Linear Minimum Mean Squared Error (MMSE) Multiple Input Multiple Output (MIMO) detector for RISC-V with support for "V" Vector Extension based on Cholesky decomposition. Supports ARA and baremetal. Implements fixed- and floating-point solutions (LDL and LL Cholesky decompositions respectively). Vectorizes along the subcarriers dimension.

Multiple user antennas transmit data (x) to a base station equiped with multiple receiving antennas. Application of a multiplexing channel H and noise n yields a received signal vector y. Channel and noise estimators support with the channel matrix H and a noise covariance matrix R. This program implements a detector that approximates x from y, H and R.

• NUM_RX - number of receiving antennas.
• NUM_TX - number of transmitting antennas.
• NUM_SC - number of subcarriers.
• x - transmitted signal.
• y - received signal.
• H - multiplexing channel matrix.
• n - noise vector on the receiving antennas.
• R - noise covariance matrix.

Find such x that x = G^{-1} H^H y where G is a Gram matrix defined as G = (H^H H + R) and H^H is a Hermittian transpose of H. This is done in 5 steps:

• cmatgram: Calculate G = H^H H + R
• ccholesky: Perform Cholesky decomposition (G=LL^H or G=LDL^H)
• cmatvecmul: Multiply H^H and y (HHy=H^H y)
• cforwardsub: Perform forward substitution to find such z that Lz=HHy
• cbackwardsub: Perform backward substitution to find such x that z=L^H x (or D^{-1} z = L^H x in case of LDL Cholesky)

The following data flow diagrams demonstrate element-wise formulas for both LL and LDL based detection:

Each of the five operations is implemented in its source file in src. main.c contains memory intialization and cycles measurments for each function.

scripts/gen_data.py generates x, H, R and n in data directory. re and im in the names mean real and imaginary parts. Then the data is loaded diectly into the program memory compile-time in main.c (thanks to ChaN for sharing the macro).

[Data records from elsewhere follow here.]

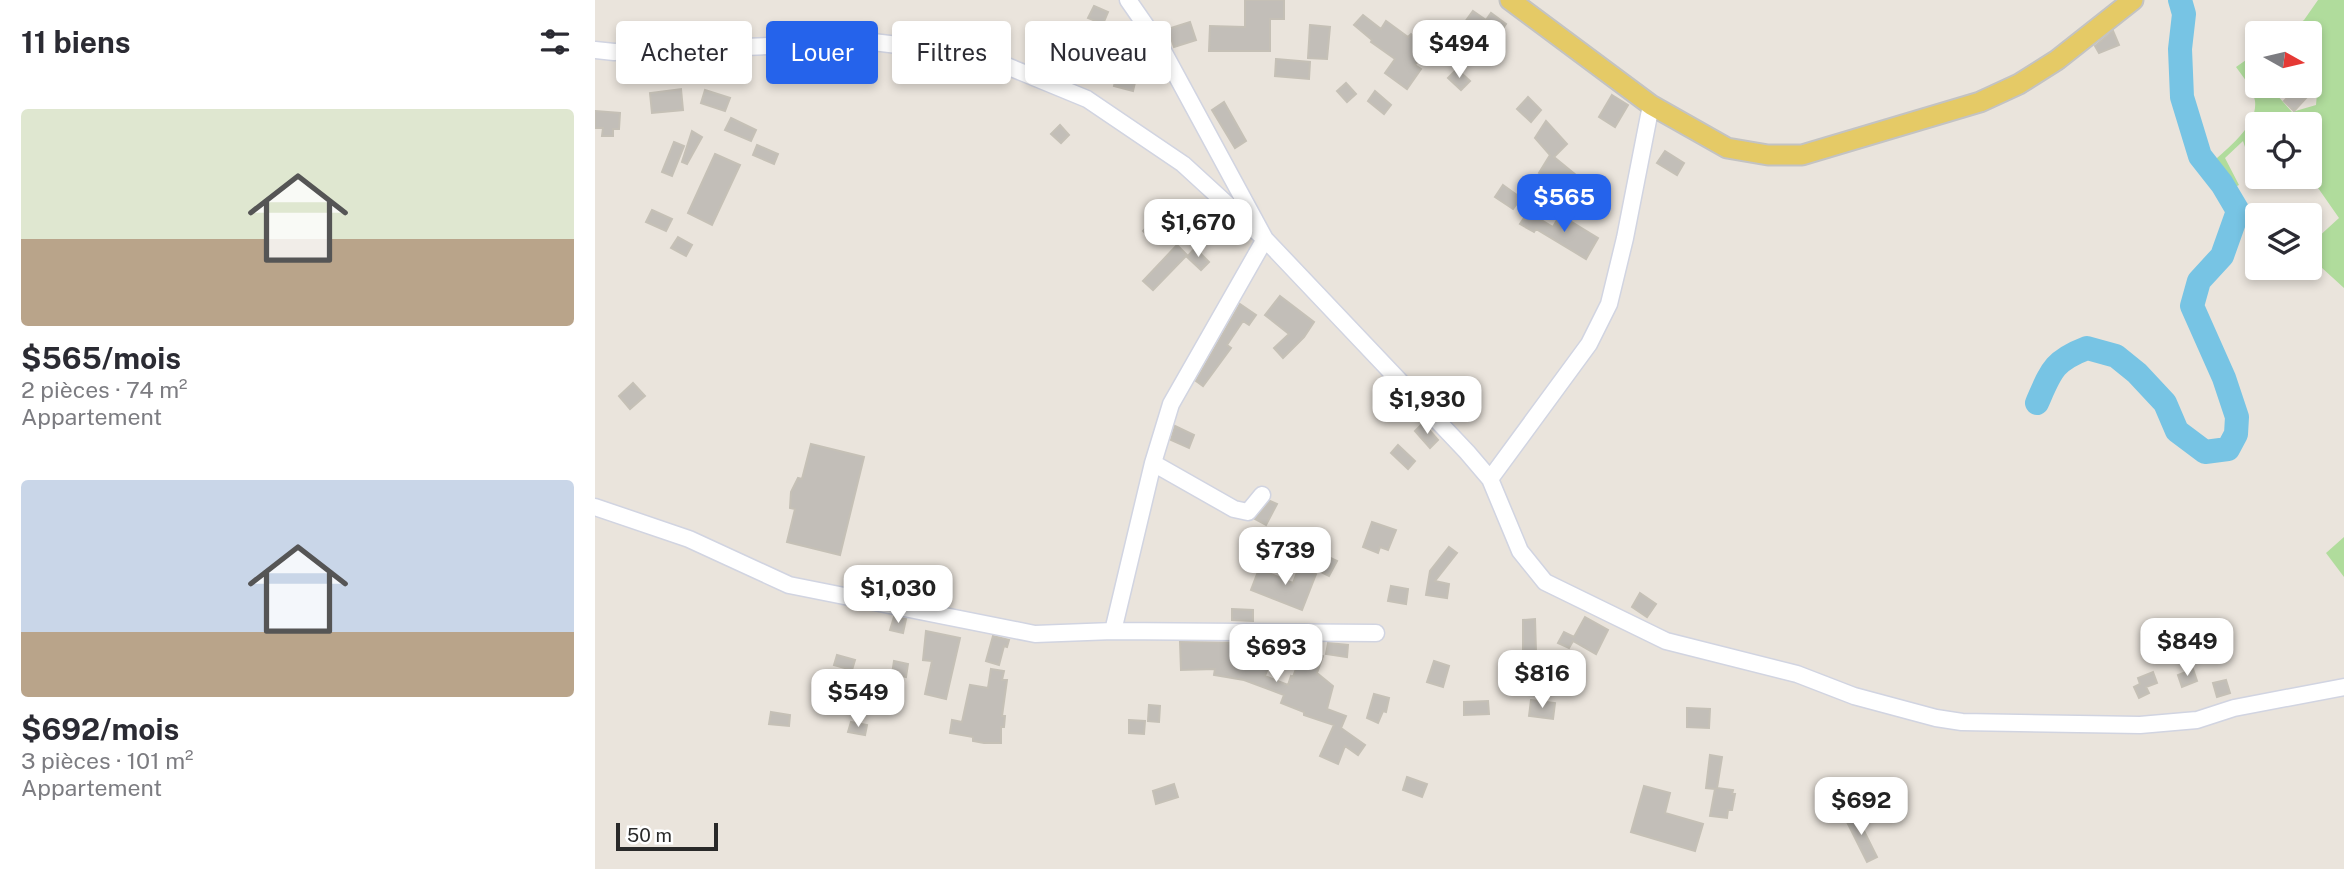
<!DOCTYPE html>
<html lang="fr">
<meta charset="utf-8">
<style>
body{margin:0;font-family:"Public Sans",sans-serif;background:#f2f2f3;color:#2b2b33;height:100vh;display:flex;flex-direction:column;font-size:26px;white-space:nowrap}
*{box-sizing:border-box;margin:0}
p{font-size:23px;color:#7c7c81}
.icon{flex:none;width:38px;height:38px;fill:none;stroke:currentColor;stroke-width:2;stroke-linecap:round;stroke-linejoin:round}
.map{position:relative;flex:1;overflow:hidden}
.panel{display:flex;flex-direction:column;background:#fff;width:595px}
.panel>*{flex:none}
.guide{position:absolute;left:21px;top:21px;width:665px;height:63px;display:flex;gap:14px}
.needle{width:46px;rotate:98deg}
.tools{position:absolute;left:1650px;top:21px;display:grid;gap:14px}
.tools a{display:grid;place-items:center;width:77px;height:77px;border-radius:7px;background:#fff;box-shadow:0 4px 10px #0003;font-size:35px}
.scale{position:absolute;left:21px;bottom:18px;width:102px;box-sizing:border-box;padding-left:7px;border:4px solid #292929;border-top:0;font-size:19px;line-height:24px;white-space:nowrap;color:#292929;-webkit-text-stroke:5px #fff;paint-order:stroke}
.price{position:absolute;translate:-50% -60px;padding:0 16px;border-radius:14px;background:#fff;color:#222;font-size:23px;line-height:46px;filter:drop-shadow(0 2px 4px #0008)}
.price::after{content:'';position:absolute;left:50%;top:42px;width:21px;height:16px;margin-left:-10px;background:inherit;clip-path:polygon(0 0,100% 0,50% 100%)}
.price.selected{background:#2563eb;color:#fff}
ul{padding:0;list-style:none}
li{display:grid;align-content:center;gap:14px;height:371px;padding:0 21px}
li span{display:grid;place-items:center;height:217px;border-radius:7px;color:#555}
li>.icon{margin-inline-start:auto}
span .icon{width:126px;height:126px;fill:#fffc;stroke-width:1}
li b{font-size:30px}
h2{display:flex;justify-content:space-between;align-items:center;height:84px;padding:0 21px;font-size:30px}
.pill{padding:0 24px;border-radius:7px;background:#fff;box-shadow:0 4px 10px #0003;font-size:24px;line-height:63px}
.pill.selected{background:#2563eb;color:#fff}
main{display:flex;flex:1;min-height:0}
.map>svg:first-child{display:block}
.green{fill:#b0dc9c}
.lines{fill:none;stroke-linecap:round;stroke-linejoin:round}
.river{stroke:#77c4e4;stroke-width:24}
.building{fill:#c2beb8;stroke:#c5c0b6;stroke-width:2}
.minor-casing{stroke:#d1d4e1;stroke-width:19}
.major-casing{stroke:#c3c3c3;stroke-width:23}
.minor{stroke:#fff;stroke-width:16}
.major{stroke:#e5ca66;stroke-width:19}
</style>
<main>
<section class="panel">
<h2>11 biens<svg class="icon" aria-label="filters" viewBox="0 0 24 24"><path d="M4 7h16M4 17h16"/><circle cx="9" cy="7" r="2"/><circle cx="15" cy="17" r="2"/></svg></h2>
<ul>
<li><span style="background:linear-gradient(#dfe7d0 60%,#b9a48a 0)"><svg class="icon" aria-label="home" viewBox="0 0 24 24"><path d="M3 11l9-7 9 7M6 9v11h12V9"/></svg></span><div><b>$565/mois</b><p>2 pièces · 74 m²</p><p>Appartement</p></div></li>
<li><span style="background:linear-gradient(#c9d6e8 70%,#b9a48a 0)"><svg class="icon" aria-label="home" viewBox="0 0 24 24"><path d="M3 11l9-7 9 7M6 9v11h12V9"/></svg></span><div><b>$692/mois</b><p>3 pièces · 101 m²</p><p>Appartement</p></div></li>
</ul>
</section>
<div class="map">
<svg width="1749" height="869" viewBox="0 0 1749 869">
<rect width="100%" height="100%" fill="#eae4dc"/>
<!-- green -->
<path class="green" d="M1723,0H1749V288L1715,257V234L1721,239L1744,218L1721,185L1715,163V124H1695L1688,120L1686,124H1662V156L1659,159L1652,153L1648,141L1630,158L1644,185L1636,189L1617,163C1633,147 1663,126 1660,101C1658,88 1648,77 1641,67L1651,60L1662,73V86H1674L1697,112L1721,105L1725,60L1723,47L1715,44V33H1691L1709,20Z
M1749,537V577L1731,553Z"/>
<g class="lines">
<!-- river -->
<path class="river" d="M1442,403C1456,371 1458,361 1492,348L1521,356L1542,373L1570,403L1582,431L1610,452L1633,449L1641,434L1642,417L1629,378L1597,306L1604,281L1627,256L1643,211L1627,184L1605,156L1587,97L1585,49L1589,14L1585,0"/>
</g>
<!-- building -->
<path class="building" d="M650,0H689V19H675V51H614L615,26L650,27Z
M499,6L513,12L508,24L493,18Z
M878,11L891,20L896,13L911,24L891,53L862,33Z
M768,15L786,29L791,21L813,37L816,34L833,48L820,65L826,69L812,89L790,73L800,59L776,42L777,40L759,25Z
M595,22L601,40L579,47L573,29Z
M715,25L735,27L732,59L713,58Z
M1518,31L1524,45L1504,53L1500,46Z
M681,59L715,62L714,79L680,76Z
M524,65L543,70L538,91L519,86Z
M862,69L875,81L866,90L853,78Z
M751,83L761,94L752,102L742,91Z
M1703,87L1712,97L1699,111L1689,101Z
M86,89L88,110L57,113L55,93Z
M110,90L135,98L130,111L106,103Z
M780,91L796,105L789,114L773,101Z
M1017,95L1033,105L1020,127L1004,117Z
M933,97L946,110L936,122L922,109Z
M629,102L651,141L640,148L617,110Z
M0,111L25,113L24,129H18V136H7L8,128H0Z
M136,118L161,130L156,141L130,130Z
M951,121L972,144L959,157L982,176L971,189L959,179L958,181L944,173L955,155L940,138Z
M465,125L474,135L466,143L456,134Z
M97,131L107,137L92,164L87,162Z
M79,142L89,146L77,176L67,172Z
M162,145L183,154L179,164L158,155Z
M1070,151L1089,163L1082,175L1062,163Z
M120,154L145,165L117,225L93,213Z
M908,185L926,198L918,209L900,197Z
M57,210L77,219L71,231L51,222Z
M933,212L958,227L965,215L1003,238L991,259L941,229L939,232L925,224Z
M560,218L570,227L558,241L548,231Z
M83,237L97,245L91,256L76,248Z
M582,245L592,255L558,290L548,281Z
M600,248L614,262L606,270L592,257Z
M685,296L719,322L709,337L688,358L679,348L694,334L670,315Z
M645,304L661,315L654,325L648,321L632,345L636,348L608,386L601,381Z
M38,383L50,396L35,409L24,396Z
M828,423L843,440L835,448L820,431Z
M580,426L599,435L594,448L576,440Z
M216,444L269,457L245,555L192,542L200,509L195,508L196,492L203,478L207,479Z
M803,445L820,461L813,469L796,453Z
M675,501L682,504L671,525L660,519Z
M777,522L801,530L793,550L785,547L783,553L768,547Z
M854,547L862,553L840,581L854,584L852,598L831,595L835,571Z
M729,555L742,561L734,576L722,570Z
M704,567L721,574L707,610L656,590L664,569L698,583Z
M796,586L813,589L811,604L793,601Z
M1045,593L1061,604L1052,617L1037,607Z
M637,609L658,610V621L637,620Z
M299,617L311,619L308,633L295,630Z
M990,617L1013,630L1001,654L978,641L974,648L963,643L969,632L979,637Z
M940,619L941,652H928V620Z
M331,631L365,638L351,699L330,694L337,661L328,660Z
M398,636L414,640L412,647L409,646L404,665L391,661Z
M585,642L653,643V646L678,655L670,676L693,685L696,676L698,677L708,649L728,656L722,673L738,686L732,709L751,716L746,728L770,745L763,755L750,746L743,764L725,756L739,725L709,715V712L686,703L689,695L649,680L619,675L620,669L586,670Z
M733,643L753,645L752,657L731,654Z
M242,655L260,660L257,670L239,665Z
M939,657H941L942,690L930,686Z
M299,661L313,664L311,677L297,674Z
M839,661L854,666L848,687L832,682Z
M396,669L409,671L407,680H412L407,716H410L409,727H406V743H389L378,741V737L355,733L357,720L367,722L375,685L393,688Z
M1598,669L1602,681L1587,687L1583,675Z
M1558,672L1562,683L1551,687L1554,693L1544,698L1539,687L1545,684L1543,678Z
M1631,680L1635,693L1622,697L1618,683Z
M779,694L794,698L791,712L788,711L783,723L772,718Z
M936,700L960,703L958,719L934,716Z
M893,701L894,714L869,715V702Z
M554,705L565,706L564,722L553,721Z
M1092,708L1115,709L1114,728L1092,727Z
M176,712L195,715L194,726L174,724Z
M534,720L550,721L549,734L534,733Z
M256,722L272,725L270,735L253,732Z
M1115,755L1127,757L1122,788L1138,790L1137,794H1140L1137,810H1133L1132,818L1115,816L1120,789L1111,788Z
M812,777L832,784L827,797L808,790Z
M579,784L583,797L561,804L558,791Z
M1049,786L1075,793L1070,813L1108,824L1100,851L1036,832Z
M1260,813L1282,857L1272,862L1250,818Z"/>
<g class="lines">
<defs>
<path id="minor" d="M0,50L19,52L278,42L385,55L492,99L588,164L670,239L872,452L895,479L925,551L950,582L1071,641L1202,674L1259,696L1341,718L1367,722L1545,725L1602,720L1639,708L1749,687
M558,463L639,509L653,512L667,495
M895,479L994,344L1014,304L1030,238L1056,105
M0,507L94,539L194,585L440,634L518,631L781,633
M518,631L558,463L576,404L670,239L567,49L533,0"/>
<path id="major" d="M915,0L1056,105L1132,148L1173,155H1207L1385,102L1424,84L1462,60L1538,0"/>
</defs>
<!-- minor casing -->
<use href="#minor" class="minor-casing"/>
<!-- major casing -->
<use href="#major" class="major-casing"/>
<!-- minor -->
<use href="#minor" class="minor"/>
<!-- major -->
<use href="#major" class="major"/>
</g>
</svg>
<div class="tools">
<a><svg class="needle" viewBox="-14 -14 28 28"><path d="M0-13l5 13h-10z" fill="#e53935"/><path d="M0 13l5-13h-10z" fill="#7c7c81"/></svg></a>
<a><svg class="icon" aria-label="locate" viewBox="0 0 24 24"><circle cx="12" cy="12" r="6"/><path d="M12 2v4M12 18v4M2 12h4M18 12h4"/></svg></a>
<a><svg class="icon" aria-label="layers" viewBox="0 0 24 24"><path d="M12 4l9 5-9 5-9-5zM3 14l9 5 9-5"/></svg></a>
</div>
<div class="scale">50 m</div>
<b class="price" style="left:864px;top:80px">$494</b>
<b class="price selected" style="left:969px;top:234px">$565</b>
<b class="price" style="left:603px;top:259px">$1,670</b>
<b class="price" style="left:832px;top:436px">$1,930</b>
<b class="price" style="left:690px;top:587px">$739</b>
<b class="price" style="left:303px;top:625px">$1,030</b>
<b class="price" style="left:1592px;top:678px">$849</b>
<b class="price" style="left:681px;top:684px">$693</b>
<b class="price" style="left:947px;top:710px">$816</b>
<b class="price" style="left:263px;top:729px">$549</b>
<b class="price" style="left:1266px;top:837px">$692</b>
<div class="guide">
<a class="pill">Acheter</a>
<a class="pill selected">Louer</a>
<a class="pill">Filtres</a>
<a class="pill">Nouveau</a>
</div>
</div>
</main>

Compile by passing configuration parameters to make:

$ make help

Usage:
  make [ARCH=<arch>] [DATA_TYPE=<type>] [PLATFORM=<platform>] [NUM_RX=<num_rx>] [NUM_TX=<num_tx>] [NUM_SC=<num_sc>]

Supported ARCH values:
  - x86 (default)
  - rv
  - rvv

Supported DATA_TYPE values:
  - float (default)
  - fixed

Supported PLATFORM values:
  - linux (default)
  - ara
  - baremetal

Supported NUM_RX values: integers > 0 (default = 4)
Supported NUM_TX values: integers > 0 (default = 4)
Supported NUM_SC values: integers > 0 (default = 1024)

Debug mode:
  - DEBUG=0 (default, optimized with -O1)
  - DEBUG=1 (debug mode with -g -O0)

• ARCH:
  • x86 - (x86-64) for testing purposes. Sequential solution, no vectorization.
  • rv - RISC-V 64 (rv64) without "V" extension. Sequential solution, no vectorization.
  • rvv - rv64v. Vectorized solution.
• DATA_TYPE:
  • float - all the data and computation is done with float. Requires "F" extension. Uses LL Cholesky.
  • fixed - Q31 fixed-point. Uses LDL Cholesky.
• PLATFORM - this parameter currently only affects printf:
  • linux - printf from <stdio.h>
  • ara - ARA's printf from apps/common. Assumes the repository is in the apps directory`.
  • baremental - simple UART printf strictly to output the cycles as used in main.c. NOT IMPLEMENTED YET.

Running make with the given parameters will create build directory and an .elf with the parameters in its name.